[Records from a dataset]
--------------------

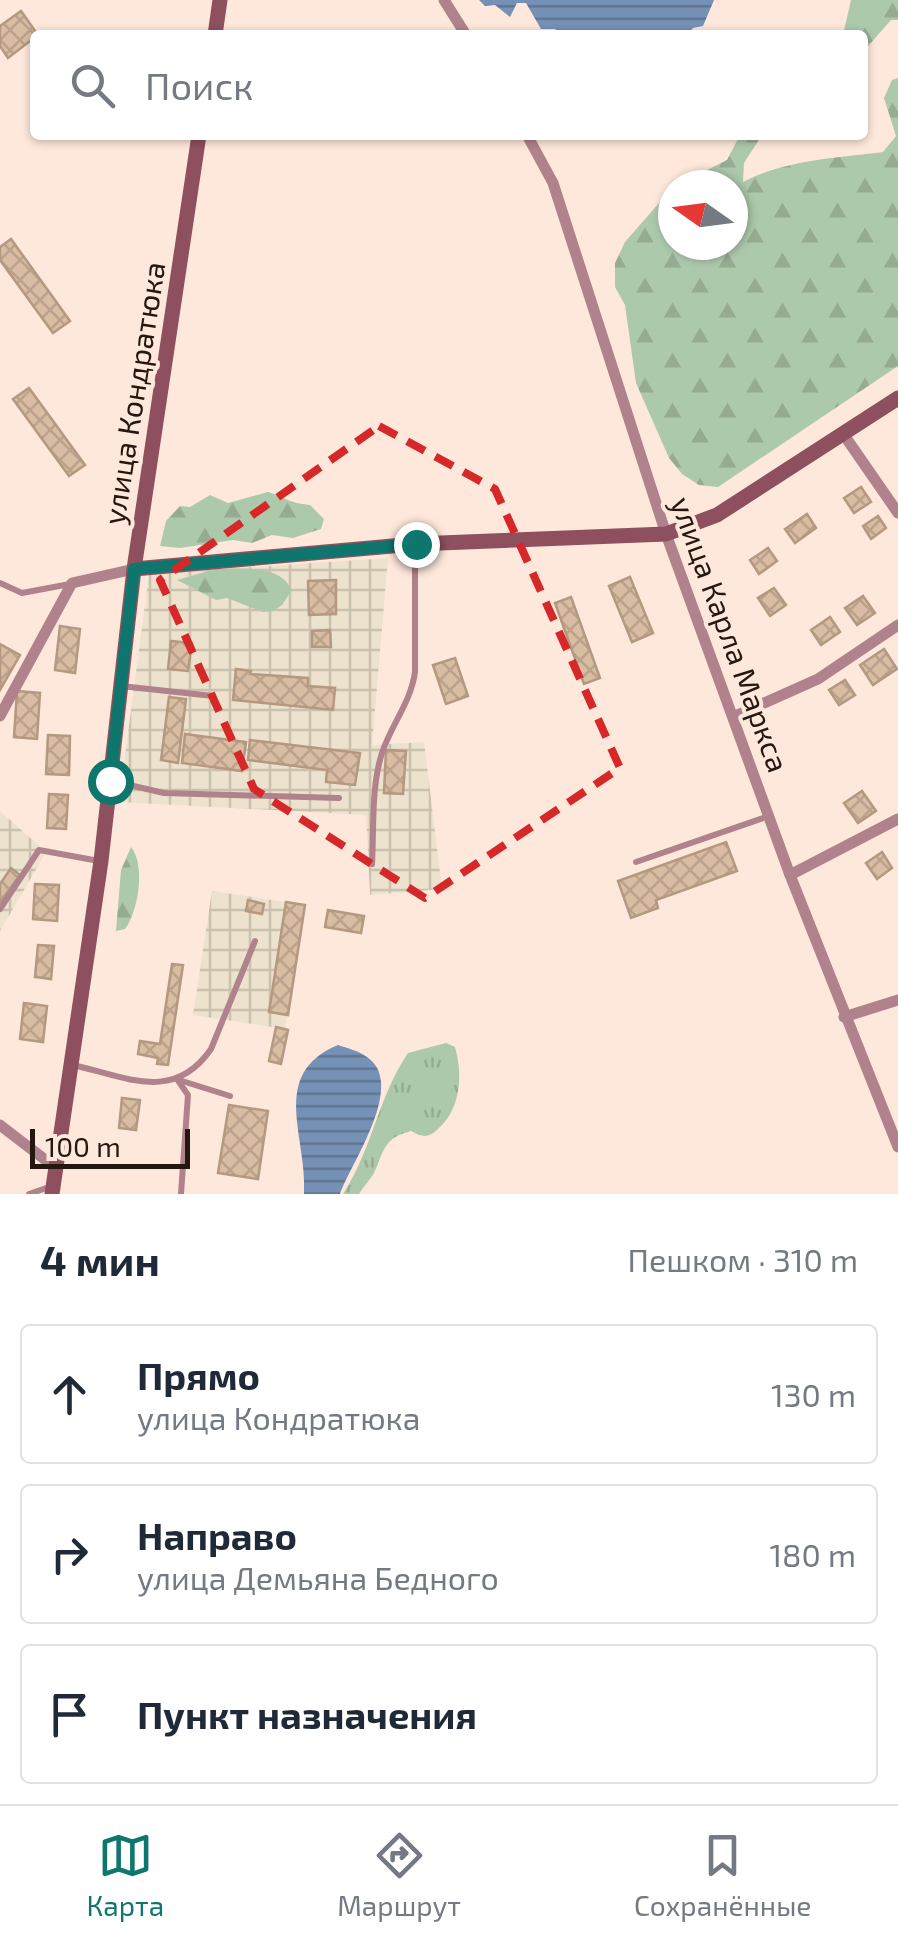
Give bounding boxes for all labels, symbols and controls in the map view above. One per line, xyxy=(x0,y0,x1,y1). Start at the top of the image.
search box xyxy=(30,30,868,140)
icon: search xyxy=(65,58,120,113)
text: Поиск xyxy=(145,62,254,108)
north arrow xyxy=(658,170,748,260)
street label: улица Кондратюка xyxy=(94,259,173,527)
street label: улица Карла Маркса xyxy=(664,491,798,777)
route end xyxy=(394,522,440,568)
route start xyxy=(88,759,134,805)
scale bar xyxy=(30,1124,190,1168)
text: 100 m xyxy=(45,1129,121,1163)
text: 4 мин xyxy=(40,1234,160,1284)
text: Пешком · 310 m xyxy=(627,1240,858,1278)
text: Прямо xyxy=(137,1352,260,1398)
icon: ahead xyxy=(42,1367,97,1422)
text: 130 m xyxy=(771,1375,856,1413)
text: улица Кондратюка xyxy=(137,1398,420,1436)
text: Направо xyxy=(137,1512,297,1558)
icon: right xyxy=(42,1527,97,1582)
text: 180 m xyxy=(769,1535,856,1573)
text: улица Демьяна Бедного xyxy=(137,1558,499,1596)
icon: arrive xyxy=(42,1687,97,1742)
text: Пункт назначения xyxy=(137,1691,477,1737)
tab: Карта xyxy=(87,1828,164,1922)
tab: Маршрут xyxy=(337,1828,461,1922)
tab: Сохранённые xyxy=(634,1828,811,1922)

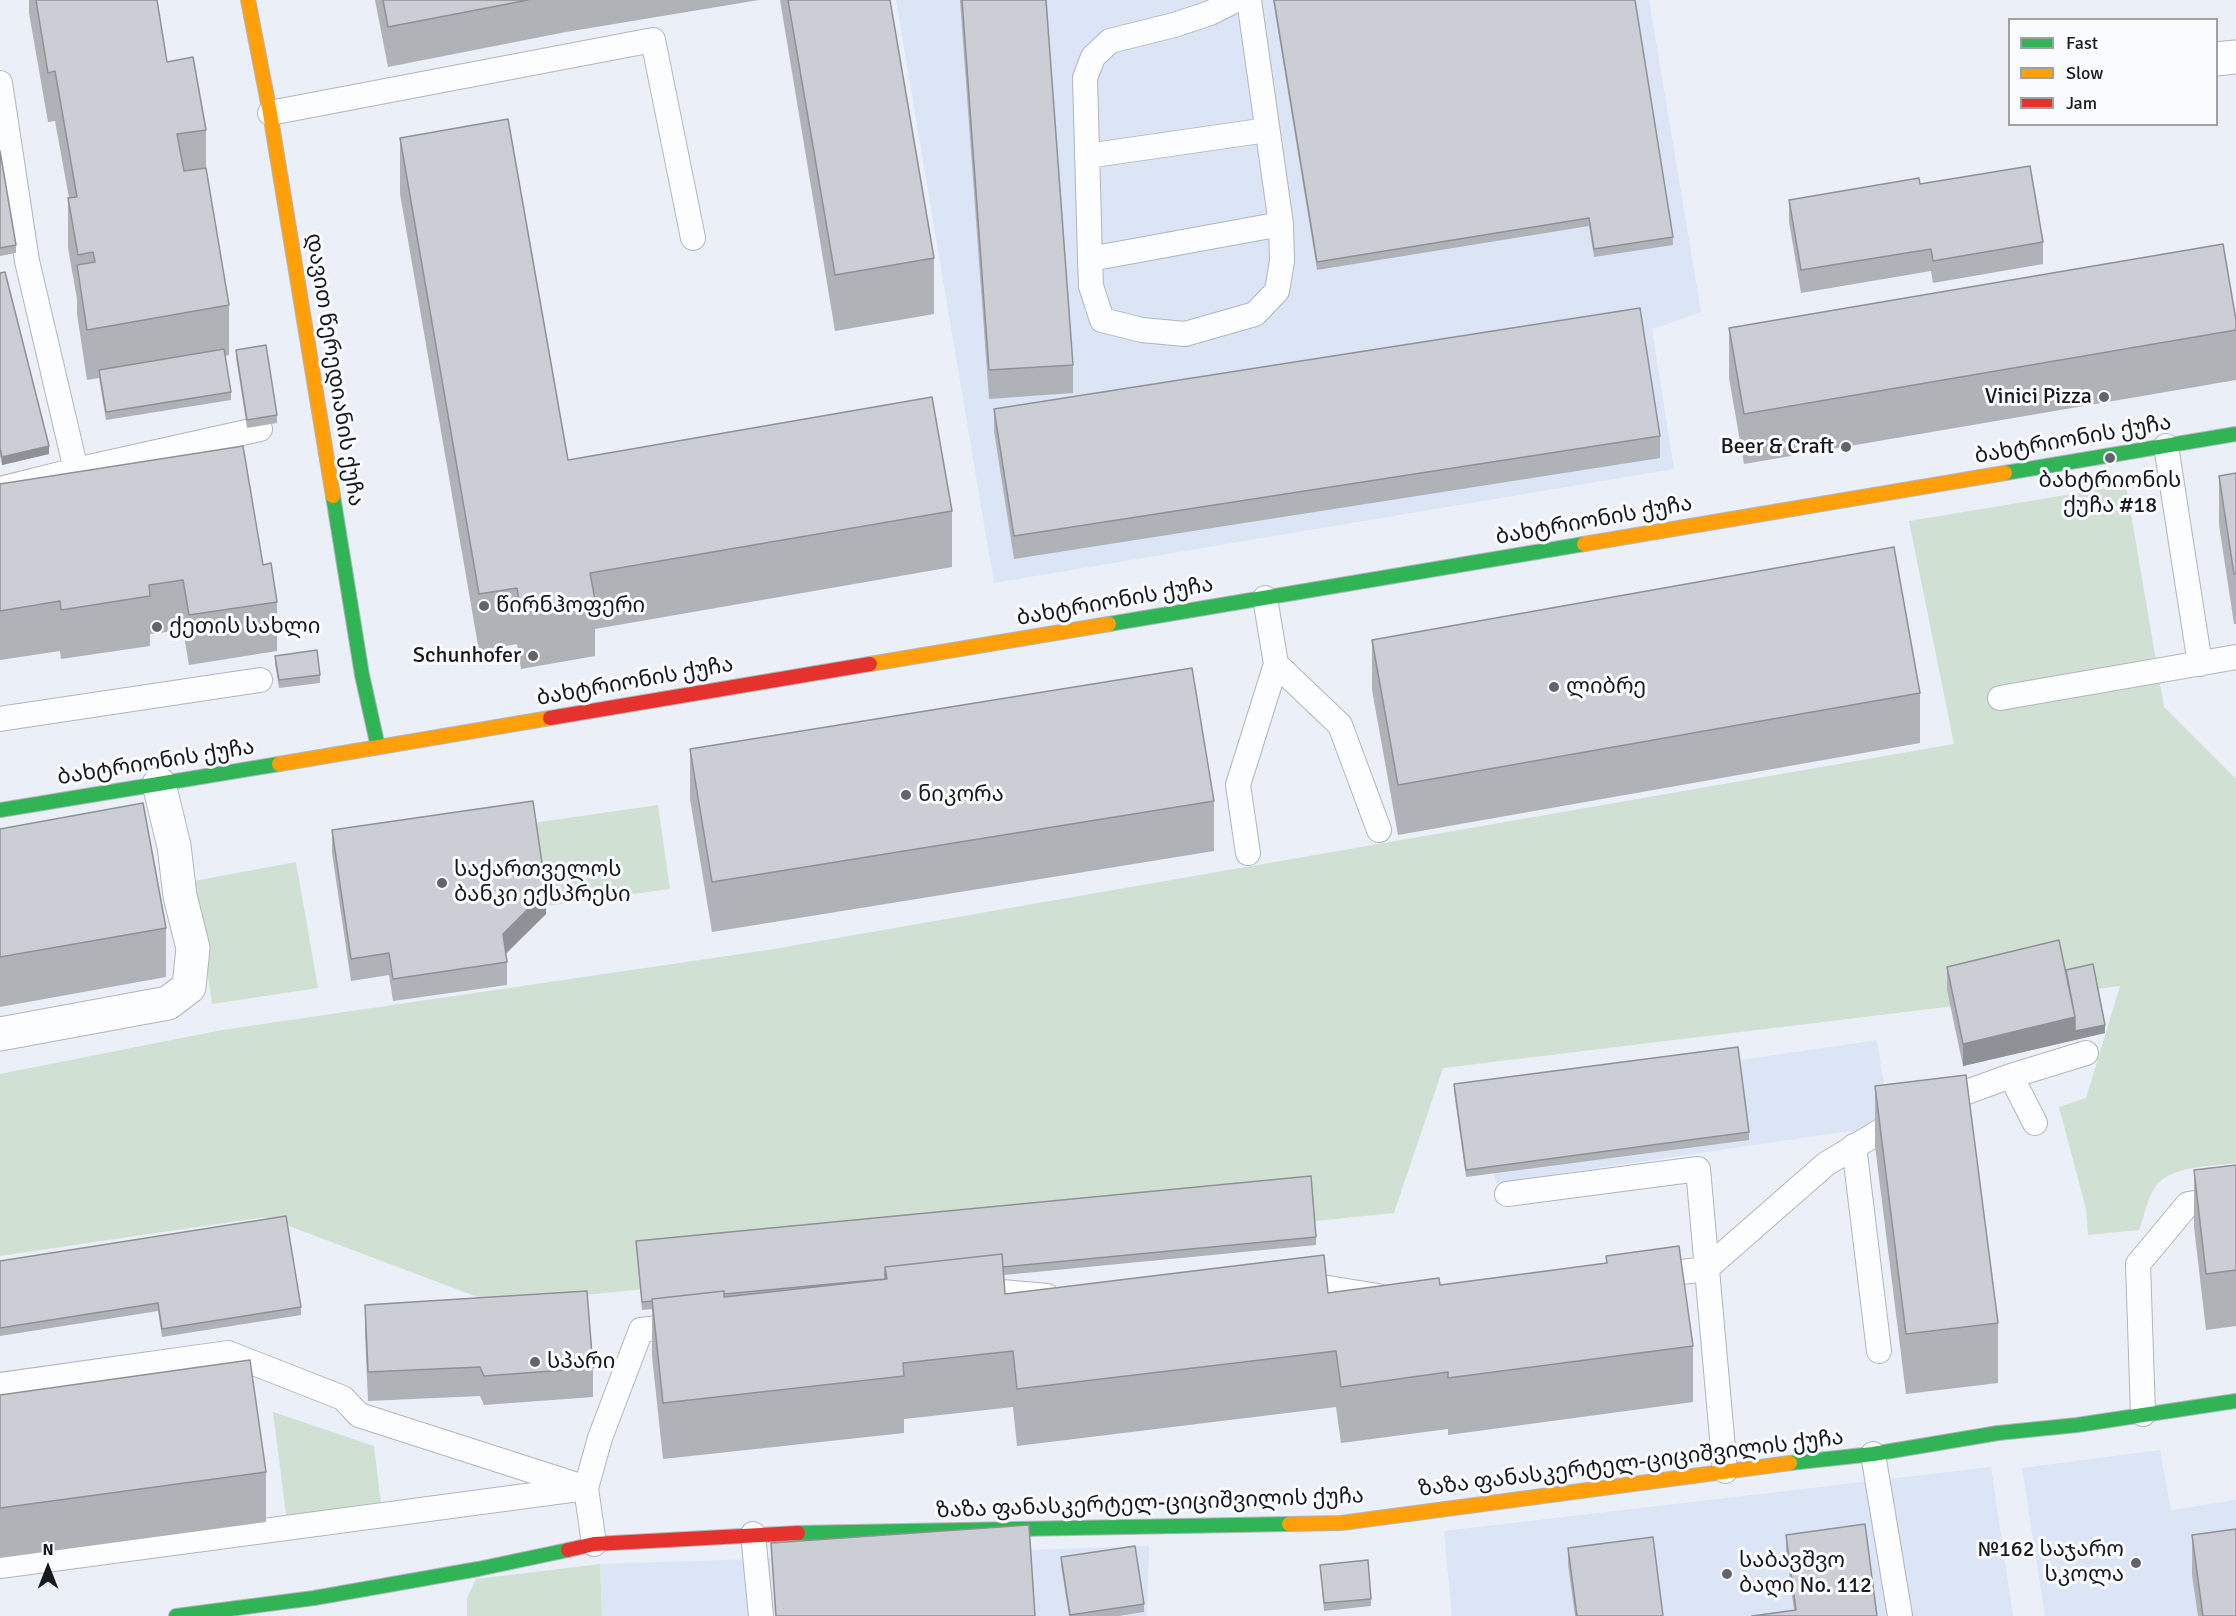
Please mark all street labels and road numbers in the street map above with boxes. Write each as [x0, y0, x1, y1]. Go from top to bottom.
street label: დავით წერედიანის ქუჩა [299, 232, 369, 508]
street label: ბახტრიონის ქუჩა [1973, 410, 2173, 470]
street label: ბახტრიონის ქუჩა [1494, 491, 1694, 551]
street label: ბახტრიონის ქუჩა [1015, 572, 1215, 632]
street label: ბახტრიონის ქუჩა [535, 652, 735, 712]
street label: ბახტრიონის ქუჩა [56, 734, 256, 792]
street label: ზაზა ფანასკერტელ-ციციშვილის ქუჩა [1417, 1425, 1845, 1503]
street label: ზაზა ფანასკერტელ-ციციშვილის ქუჩა [936, 1483, 1364, 1525]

--------------------

(What you will do): Copy the records exactly as they appear, excluding images.

(Solution to the exercise):
Give bounding boxes for all labels, symbols and controls in the map view above. One per line, xyxy=(x0,y0,x1,y1). Start at the top of the image.
search box xyxy=(30,30,868,140)
icon: search xyxy=(65,58,120,113)
text: Поиск xyxy=(145,62,254,108)
north arrow xyxy=(658,170,748,260)
street label: улица Кондратюка xyxy=(94,259,173,527)
street label: улица Карла Маркса xyxy=(664,491,798,777)
route end xyxy=(394,522,440,568)
route start xyxy=(88,759,134,805)
scale bar xyxy=(30,1124,190,1168)
text: 100 m xyxy=(45,1129,121,1163)
text: 4 мин xyxy=(40,1234,160,1284)
text: Пешком · 310 m xyxy=(627,1240,858,1278)
text: Прямо xyxy=(137,1352,260,1398)
icon: ahead xyxy=(42,1367,97,1422)
text: 130 m xyxy=(771,1375,856,1413)
text: улица Кондратюка xyxy=(137,1398,420,1436)
text: Направо xyxy=(137,1512,297,1558)
icon: right xyxy=(42,1527,97,1582)
text: 180 m xyxy=(769,1535,856,1573)
text: улица Демьяна Бедного xyxy=(137,1558,499,1596)
icon: arrive xyxy=(42,1687,97,1742)
text: Пункт назначения xyxy=(137,1691,477,1737)
tab: Карта xyxy=(87,1828,164,1922)
tab: Маршрут xyxy=(337,1828,461,1922)
tab: Сохранённые xyxy=(634,1828,811,1922)

Please mark all street labels and road numbers in the street map above with boxes. Write each as [x0, y0, x1, y1]. Go from top to bottom.
street label: დავით წერედიანის ქუჩა [299, 232, 369, 508]
street label: ბახტრიონის ქუჩა [1973, 410, 2173, 470]
street label: ბახტრიონის ქუჩა [1494, 491, 1694, 551]
street label: ბახტრიონის ქუჩა [1015, 572, 1215, 632]
street label: ბახტრიონის ქუჩა [535, 652, 735, 712]
street label: ბახტრიონის ქუჩა [56, 734, 256, 792]
street label: ზაზა ფანასკერტელ-ციციშვილის ქუჩა [1417, 1425, 1845, 1503]
street label: ზაზა ფანასკერტელ-ციციშვილის ქუჩა [936, 1483, 1364, 1525]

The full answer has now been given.